### WORK REQUEST
Please count the lines in these records that contain "position" and give only that count.

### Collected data
_____

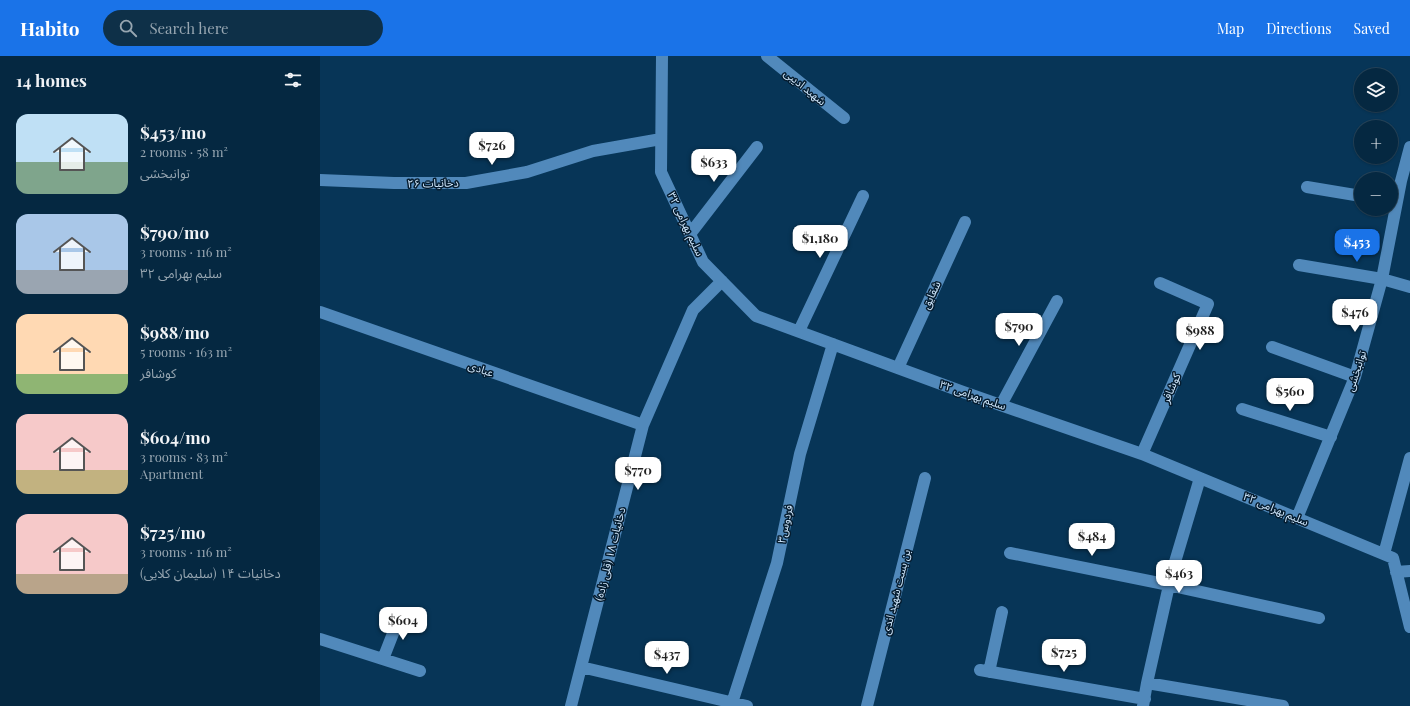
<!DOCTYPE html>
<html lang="en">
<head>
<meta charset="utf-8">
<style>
	:root { --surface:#052841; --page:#0e3048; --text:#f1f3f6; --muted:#97a6b1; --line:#26445a; --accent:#1a73e8 }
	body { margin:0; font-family:"Playfair Display","Noto Sans Arabic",serif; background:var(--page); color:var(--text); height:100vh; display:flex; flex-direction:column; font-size:15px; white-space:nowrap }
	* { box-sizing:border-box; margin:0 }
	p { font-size:13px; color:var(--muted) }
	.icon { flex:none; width:22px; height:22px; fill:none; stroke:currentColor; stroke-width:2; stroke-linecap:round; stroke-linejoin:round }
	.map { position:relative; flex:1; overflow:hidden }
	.side { display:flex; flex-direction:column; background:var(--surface); width:320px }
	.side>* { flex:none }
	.buttons { position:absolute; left:1034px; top:12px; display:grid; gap:8px }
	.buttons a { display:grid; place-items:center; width:44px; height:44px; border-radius:50%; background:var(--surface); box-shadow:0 1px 3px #0004,0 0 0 1px var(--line); font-size:20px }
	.price { position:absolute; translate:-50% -34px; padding:0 9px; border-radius:8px; background:#fff; color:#222; font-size:13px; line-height:26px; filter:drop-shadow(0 1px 2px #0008) }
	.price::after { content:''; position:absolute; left:50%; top:24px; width:12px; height:9px; margin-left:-6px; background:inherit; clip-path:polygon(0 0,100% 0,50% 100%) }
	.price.selected { background:var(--accent); color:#fff }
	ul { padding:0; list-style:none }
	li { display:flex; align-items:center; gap:12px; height:100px; padding:0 16px }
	li span { display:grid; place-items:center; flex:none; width:112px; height:80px; border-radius:12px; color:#555 }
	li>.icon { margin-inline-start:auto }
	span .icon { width:48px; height:48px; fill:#fffc; stroke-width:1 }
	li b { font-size:17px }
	h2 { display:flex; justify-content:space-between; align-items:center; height:48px; padding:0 16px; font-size:17px }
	header { display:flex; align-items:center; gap:24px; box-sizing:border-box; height:56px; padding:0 20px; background:var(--accent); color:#fff }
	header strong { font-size:19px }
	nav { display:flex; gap:22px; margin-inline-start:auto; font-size:14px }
	.search { width:280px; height:36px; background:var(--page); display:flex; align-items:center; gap:10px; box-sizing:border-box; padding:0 14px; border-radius:22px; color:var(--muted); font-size:15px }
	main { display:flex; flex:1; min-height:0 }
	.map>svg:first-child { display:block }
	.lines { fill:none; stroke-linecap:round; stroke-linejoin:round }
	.street { stroke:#5189bb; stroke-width:12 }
	.labels { text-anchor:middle; stroke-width:3; stroke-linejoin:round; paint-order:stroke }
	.street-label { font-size:11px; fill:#d0e7fc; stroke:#051c2f }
</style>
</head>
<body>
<header>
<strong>Habito</strong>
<div class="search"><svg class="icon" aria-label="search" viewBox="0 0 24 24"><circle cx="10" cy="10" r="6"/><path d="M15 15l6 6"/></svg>Search here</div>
<nav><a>Map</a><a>Directions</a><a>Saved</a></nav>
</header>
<main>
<section class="side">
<h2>14 homes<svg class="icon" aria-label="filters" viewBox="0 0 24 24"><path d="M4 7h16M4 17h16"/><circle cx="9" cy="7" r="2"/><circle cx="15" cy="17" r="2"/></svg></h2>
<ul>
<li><span style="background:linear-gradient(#bfe0f5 60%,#7fa58c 0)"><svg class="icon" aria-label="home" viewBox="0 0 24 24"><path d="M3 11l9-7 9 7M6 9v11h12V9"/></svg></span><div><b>$453/mo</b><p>2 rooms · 58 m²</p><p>توانبخشی</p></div></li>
<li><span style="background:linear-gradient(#a9c7e8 70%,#9aa5b1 0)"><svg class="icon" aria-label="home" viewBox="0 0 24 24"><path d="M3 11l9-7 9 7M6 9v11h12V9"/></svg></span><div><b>$790/mo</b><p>3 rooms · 116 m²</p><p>سلیم بهرامی ۳۲</p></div></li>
<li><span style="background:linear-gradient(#ffd9b3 75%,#8fb573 0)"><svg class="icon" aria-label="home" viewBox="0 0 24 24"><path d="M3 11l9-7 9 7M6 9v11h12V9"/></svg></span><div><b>$988/mo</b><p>5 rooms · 163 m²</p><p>کوشافر</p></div></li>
<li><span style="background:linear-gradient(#f6c9c9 70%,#c2b280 0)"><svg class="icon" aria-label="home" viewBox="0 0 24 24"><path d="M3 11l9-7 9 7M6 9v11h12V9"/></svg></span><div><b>$604/mo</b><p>3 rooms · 83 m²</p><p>Apartment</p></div></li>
<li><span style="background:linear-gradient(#f6c9c9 75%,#b9a48a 0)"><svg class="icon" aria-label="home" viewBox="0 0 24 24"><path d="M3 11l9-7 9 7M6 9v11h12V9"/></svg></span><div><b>$725/mo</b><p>3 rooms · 116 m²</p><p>دخانیات ۱۴ (سلیمان کلایی)</p></div></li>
</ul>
</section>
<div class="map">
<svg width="1090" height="650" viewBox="0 0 1090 650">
	<rect width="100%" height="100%" fill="#073557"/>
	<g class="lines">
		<path class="street" d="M 342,0 L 341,116 L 383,206 L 436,260 L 643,336 L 822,398 L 1073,502 L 1090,571
			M 447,0 L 524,62
			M 0,124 L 74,127 L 146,127 L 207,116 L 273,95 L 341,83
			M 987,131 L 1041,140
			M 370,178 L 437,91
			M 979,209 L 1062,223 L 1090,231
			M 0,256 L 323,369
			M 479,275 L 543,140
			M 952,291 L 1035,321
			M 578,312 L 645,166
			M 681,349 L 737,245
			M 922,353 L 1011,381
			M 822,398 L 888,248 L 840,227
			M 977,462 L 1035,321 L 1062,223 L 1081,125 L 1090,91
			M 690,497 L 849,529 L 999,562
			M 1064,498 L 1090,402
			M 1076,516 L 1090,515
			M 0,583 L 100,615
			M 63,603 L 81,557
			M 261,611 L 427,650
			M 660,614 L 825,643
			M 669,616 L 682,556
			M 827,627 L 963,650
			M 412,647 L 457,507 L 480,398 L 513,288
			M 251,650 L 323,369 L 373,254 L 402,225
			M 547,650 L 605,422
			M 823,650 L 827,627 L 852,516 L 880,422"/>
	</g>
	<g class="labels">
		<g class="street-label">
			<text transform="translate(485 31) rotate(39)" y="4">شهید ادیبی</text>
			<text transform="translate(113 127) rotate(-1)" y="4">دخانیات ۲۶</text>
			<text transform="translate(366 168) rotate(65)" y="4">سلیم بهرامی ۳۲</text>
			<text transform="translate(611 239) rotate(-65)" y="4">شقایق</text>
			<text transform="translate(161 313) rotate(19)" y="4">عبادی</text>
			<text transform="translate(1036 315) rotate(-72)" y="4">توانبخشی</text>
			<text transform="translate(851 332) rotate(-67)" y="4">کوشافر</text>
			<text transform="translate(653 339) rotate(19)" y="4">سلیم بهرامی ۳۲</text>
			<text transform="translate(956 453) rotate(23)" y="4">سلیم بهرامی ۳۲</text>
			<text transform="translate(465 468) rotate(-78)" y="4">فردوس۳</text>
			<text transform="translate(290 498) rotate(-76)" y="4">دخانیات ۱۸ (قلی زاده)</text>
			<text transform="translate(576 536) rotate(-76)" y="4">بن بست شهید اندی</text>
		</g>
	</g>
</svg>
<div class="buttons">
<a><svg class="icon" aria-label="layers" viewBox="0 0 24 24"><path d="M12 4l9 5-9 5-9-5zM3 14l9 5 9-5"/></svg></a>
<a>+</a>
<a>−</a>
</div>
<b class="price" style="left:172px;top:110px">$726</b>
<b class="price" style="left:394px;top:127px">$633</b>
<b class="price" style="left:500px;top:203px">$1,180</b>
<b class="price selected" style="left:1037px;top:207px">$453</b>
<b class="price" style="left:1035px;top:277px">$476</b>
<b class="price" style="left:699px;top:291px">$790</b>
<b class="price" style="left:880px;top:295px">$988</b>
<b class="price" style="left:970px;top:356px">$560</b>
<b class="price" style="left:318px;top:435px">$770</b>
<b class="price" style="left:772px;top:501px">$484</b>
<b class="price" style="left:859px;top:538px">$463</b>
<b class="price" style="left:83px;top:585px">$604</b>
<b class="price" style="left:744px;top:617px">$725</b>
<b class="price" style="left:347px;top:619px">$437</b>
</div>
</main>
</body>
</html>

_____

### EXPECTED OUTPUT
4